The first few hours in my new country consisted of commenting about the humid heat, being relieved to have wifi at the airport and being picked up by the Progressio staff to be told we will be involved in some exciting ice-breakers.

For me, the word ice-breaker naturally makes me groan and fills me with sweats of anticipation of what on earth are people going to make me do. However, I do understand the importance of them, especially when there is an apparent language barrier and you know the successfulness of your project depends on the entire team working well.
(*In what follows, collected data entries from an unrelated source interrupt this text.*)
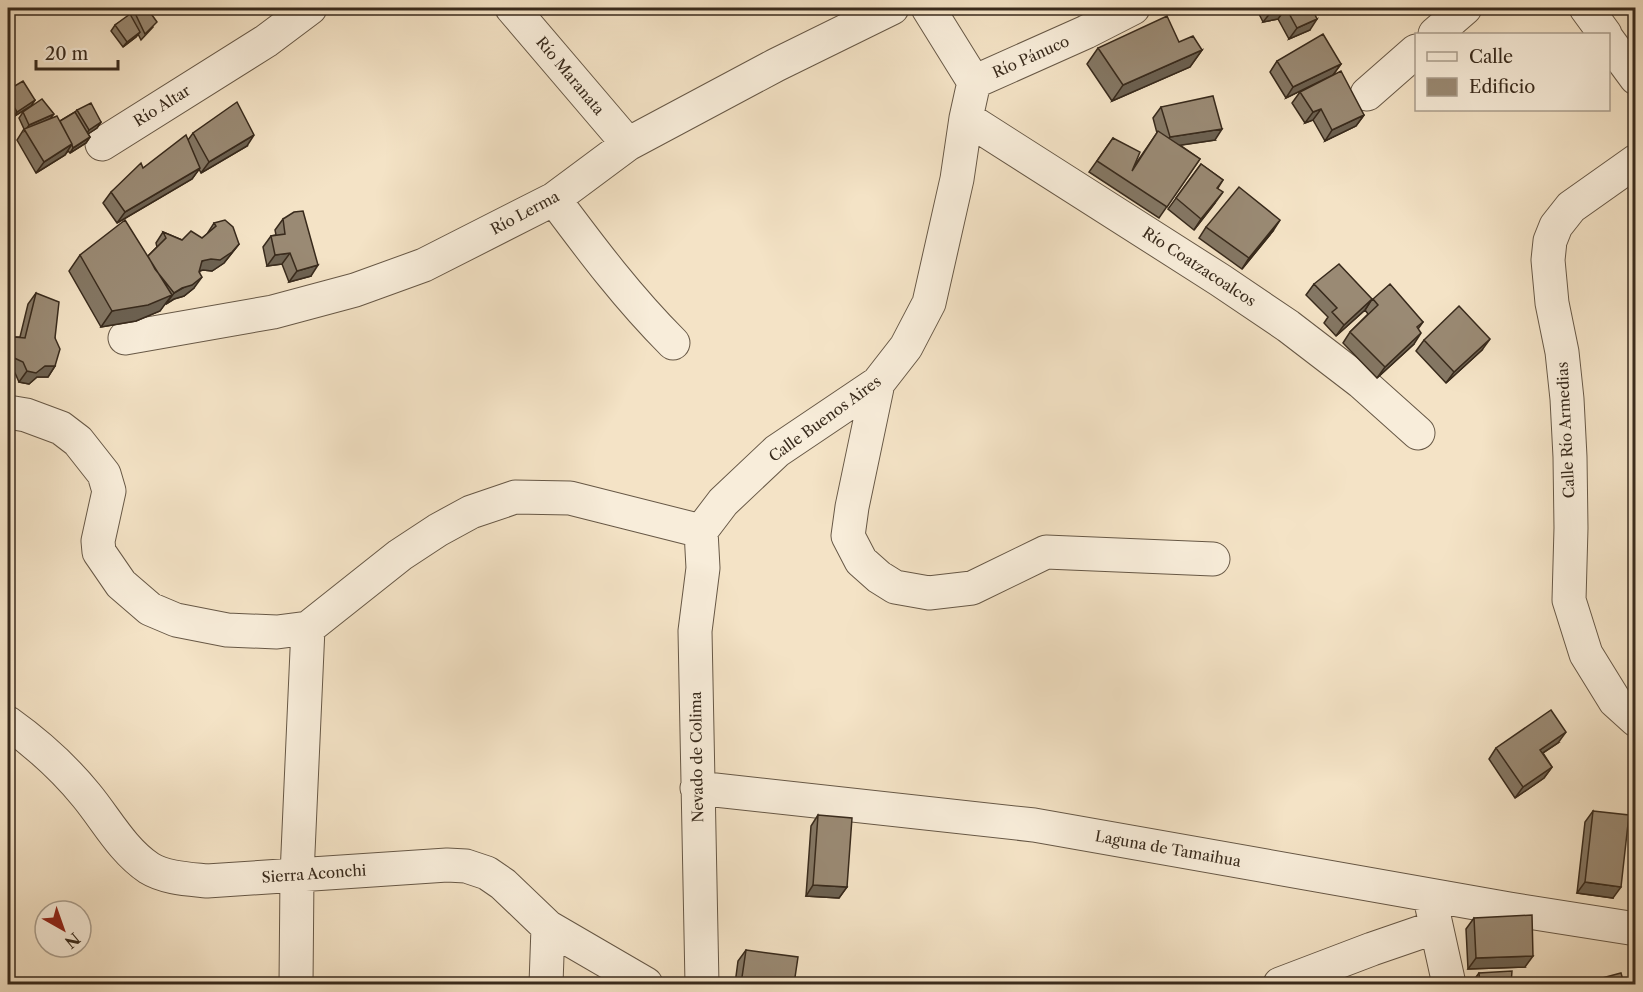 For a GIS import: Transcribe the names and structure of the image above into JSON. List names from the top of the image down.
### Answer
{
  "streets": {
    "street": [
      "Río Pánuco",
      "Río Maranata",
      "Río Altar",
      "Río Lerma",
      "Río Coatzacoalcos",
      "Calle Buenos Aires",
      "Calle Río Armedias",
      "Nevado de Colima",
      "Laguna de Tamaihua",
      "Sierra Aconchi"
    ]
  },
  "crossings": [
    ["Río Pánuco", "Calle Buenos Aires"],
    ["Río Maranata", "Río Lerma"],
    ["Río Coatzacoalcos", "Calle Buenos Aires"],
    ["Calle Buenos Aires", "Nevado de Colima"],
    ["Nevado de Colima", "Laguna de Tamaihua"]
  ],
  "legend": ["Calle", "Edificio"],
  "scale_bar": "20 m",
  "north": "bottom right"
}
It is also worth noting, ice-breakers provide a platform in which friendships can be made through shared silly experiences. 

When we arrived to El Hatillo for our orientation training, the organisers and team leaders had planned many ice-breakers also known as ‘dinamicas’, a word that becomes very familiar, in order for the national and international volunteers to mix. Activities on the first day included playing with water balloons and a modified group game of rock-paper-scissors, which involved Samson, a lion and Delilah. These games were fun, but I am going to explore an alternative ice-breaker, which I feel worked like a charm. A fun but simple game of cards! Cards are universal, it doesn’t matter if you have a language barrier, as long as you can sort of communicate the rules you’re set to go!

The first night we started with a friendly game, made up with two packs of cards. Laughter erupted pretty soon into the game when we looked into our counterparts’ eyes and called them up on their lie, all the trust already broken but mended with a cheeky smirk. The game was virtually impossible to win, the use of an inappropriate word broke down any barrier with fits of giggles and added to the nationals’ English vocabulary, even if it was for the worst.

UK and national volunteers playing a game of spoons aka ‘cuchara’ during the orientation week.

For the second night, the game changed to spoons. The nationals were pros at this game but it remained unfamiliar to a few of the UK volunteers. Interest soon grew as cards were being thrown around and plastic spoons thrown across while participants desperately try to grab them. By the next night, most volunteers were involved in this game. Our laughter gained momentum to the point in which we were told off. It’s fair to say ‘cuchara’ soon became an important word, thrown about not only to start a game, but even as a friendly pet name. I think by this point, all ice was broken and friendships solidified.